DIRECTIONS:
Extract each line holding the word "they" from the entries.

DATA RECORDS:

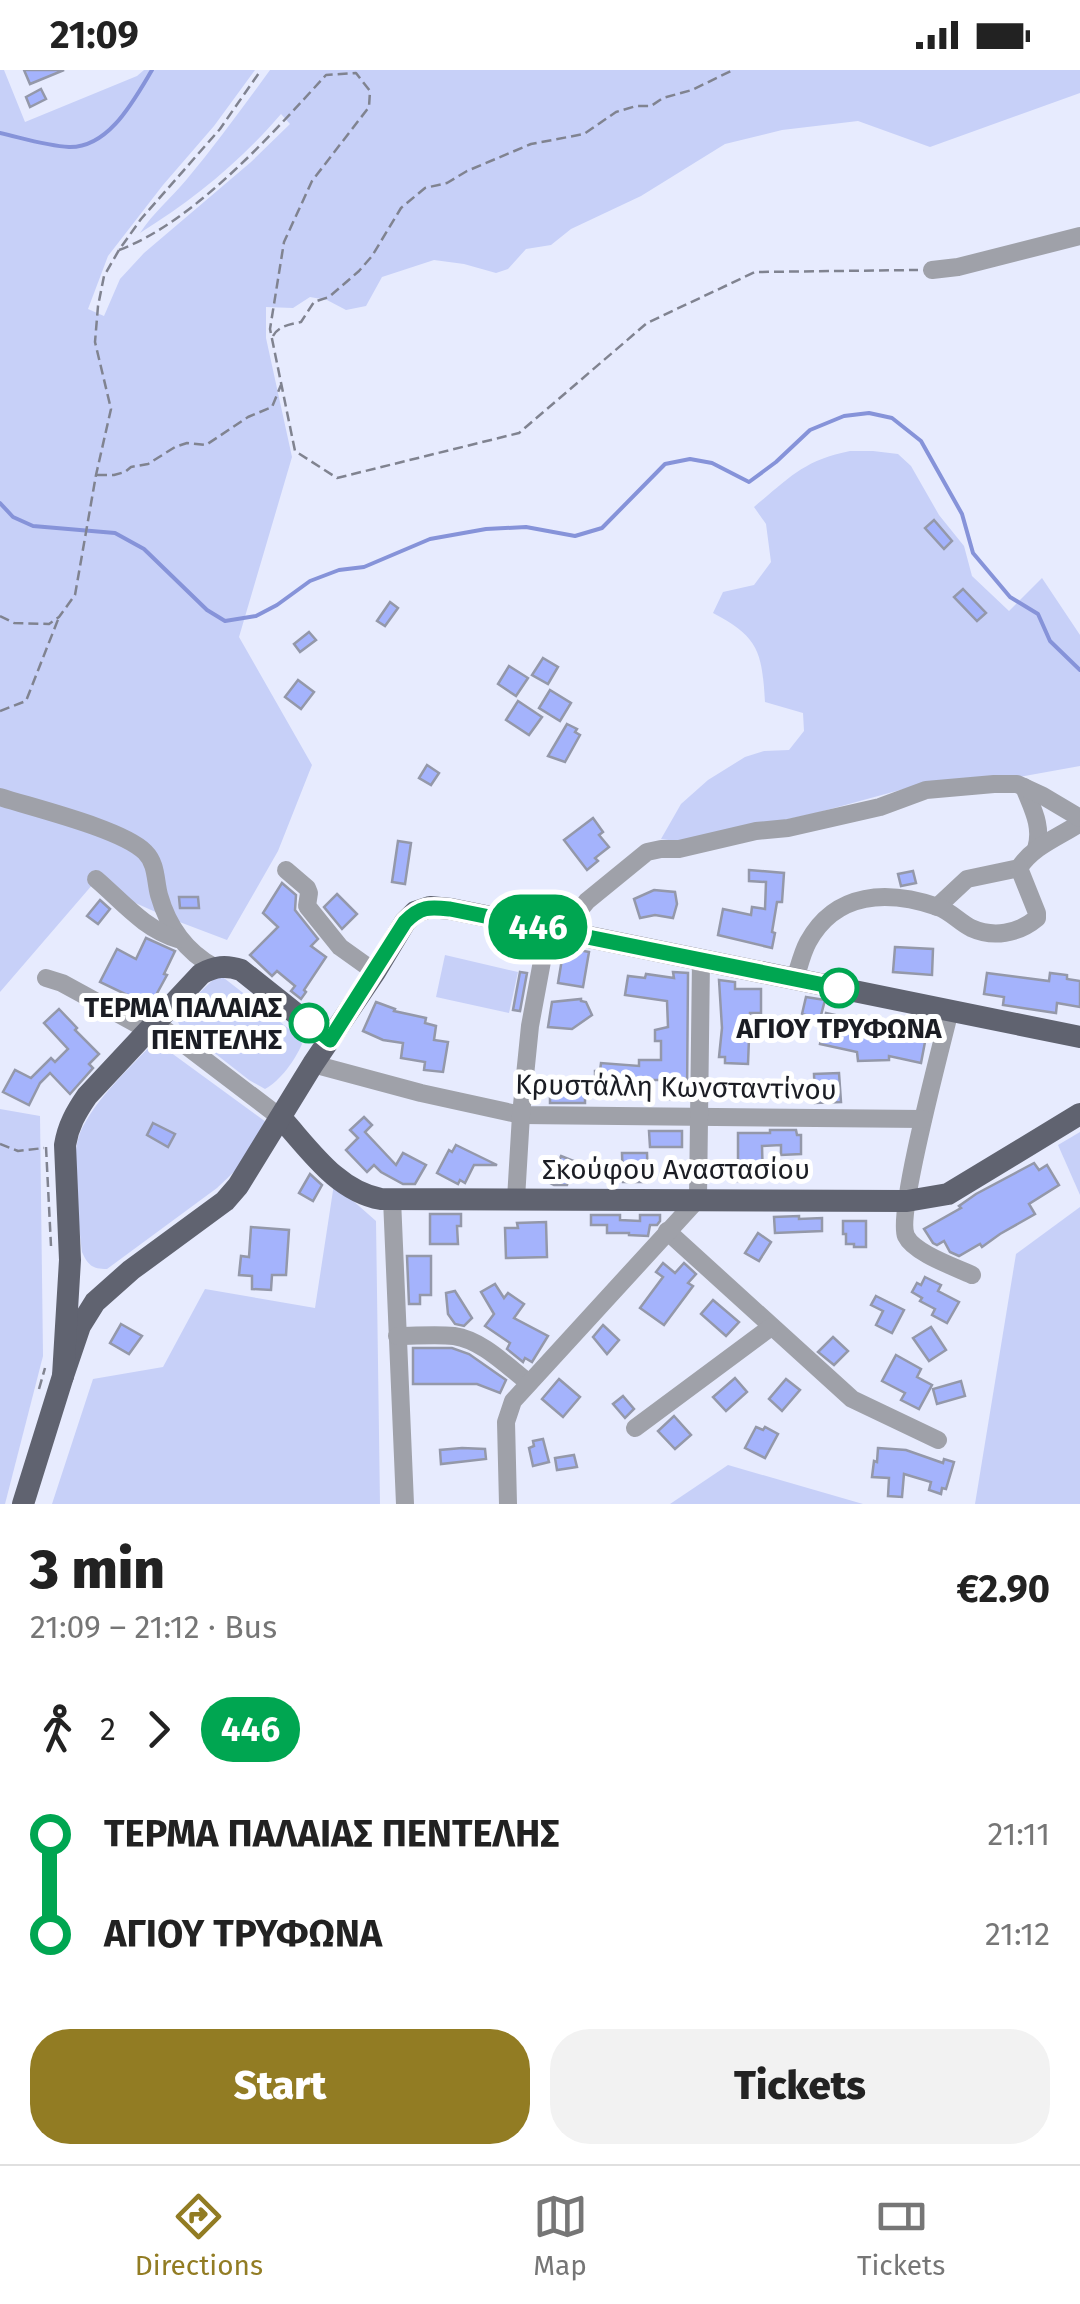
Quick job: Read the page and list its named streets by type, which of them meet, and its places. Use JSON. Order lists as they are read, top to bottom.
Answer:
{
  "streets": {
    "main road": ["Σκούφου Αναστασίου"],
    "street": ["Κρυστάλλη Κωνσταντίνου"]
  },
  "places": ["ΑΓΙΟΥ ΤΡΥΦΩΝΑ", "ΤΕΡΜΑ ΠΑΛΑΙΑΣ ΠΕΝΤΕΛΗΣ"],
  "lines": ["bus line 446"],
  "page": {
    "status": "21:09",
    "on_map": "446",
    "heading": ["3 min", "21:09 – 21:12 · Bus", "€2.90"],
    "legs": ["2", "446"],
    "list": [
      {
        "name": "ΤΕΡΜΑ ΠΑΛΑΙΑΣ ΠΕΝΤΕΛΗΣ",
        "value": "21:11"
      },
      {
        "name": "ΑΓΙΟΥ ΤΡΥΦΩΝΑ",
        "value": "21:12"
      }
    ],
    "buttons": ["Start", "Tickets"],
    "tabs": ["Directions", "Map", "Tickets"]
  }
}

* * *

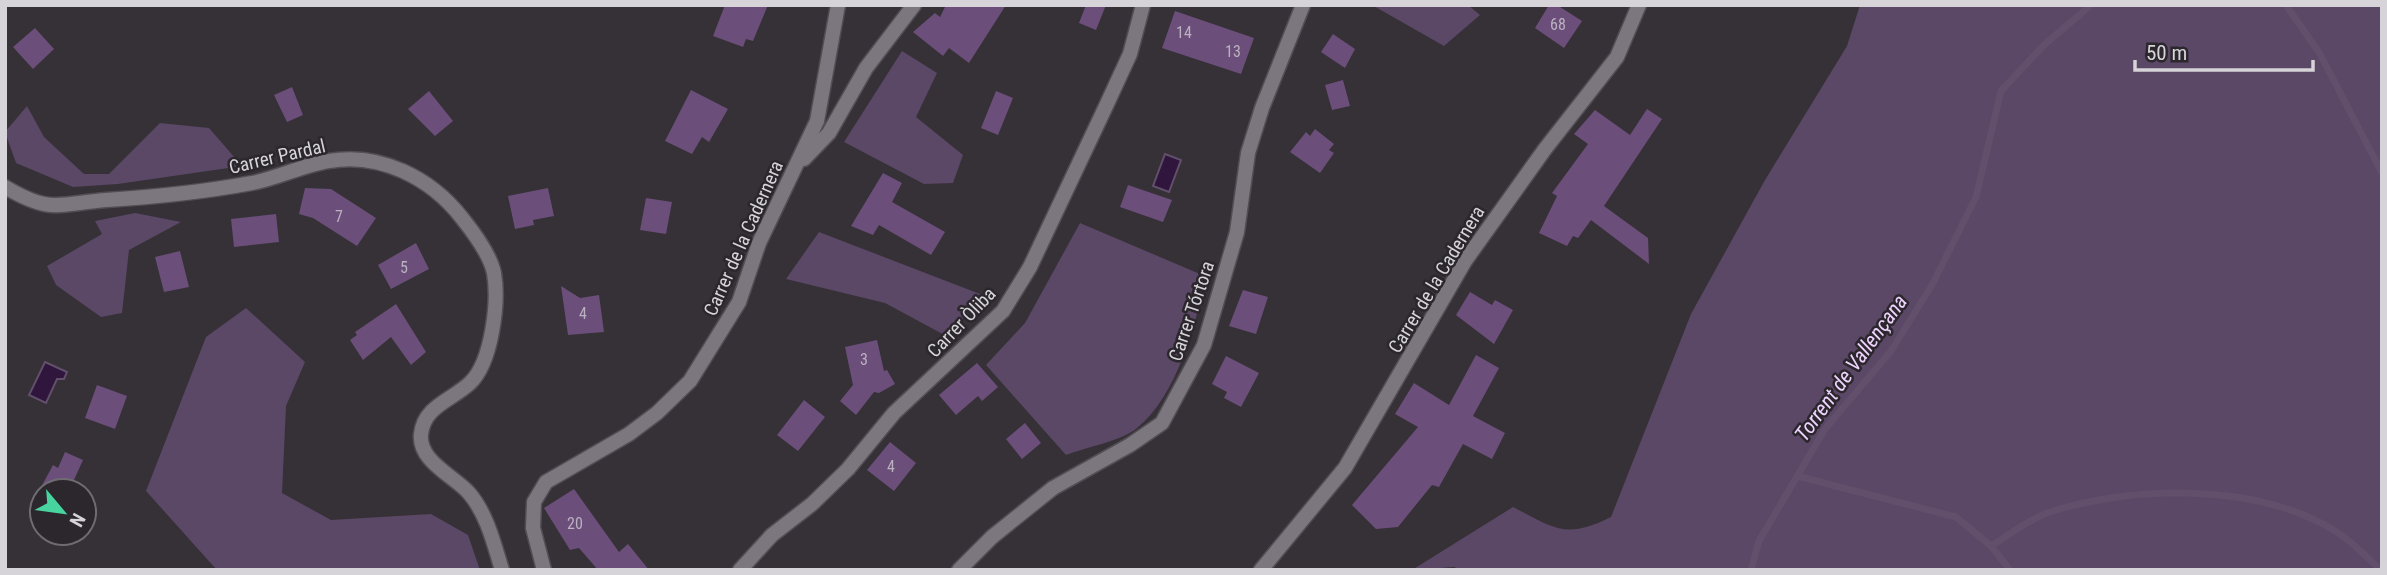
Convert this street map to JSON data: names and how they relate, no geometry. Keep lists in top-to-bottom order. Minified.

THE ANSWER:
Quick job: Read the page and list its named streets by type, which of them meet, and its places. Use JSON. Order lists as they are read, top to bottom.
Convert this street map to JSON data: names and how they relate, no geometry. Keep lists in top-to-bottom order. Minified.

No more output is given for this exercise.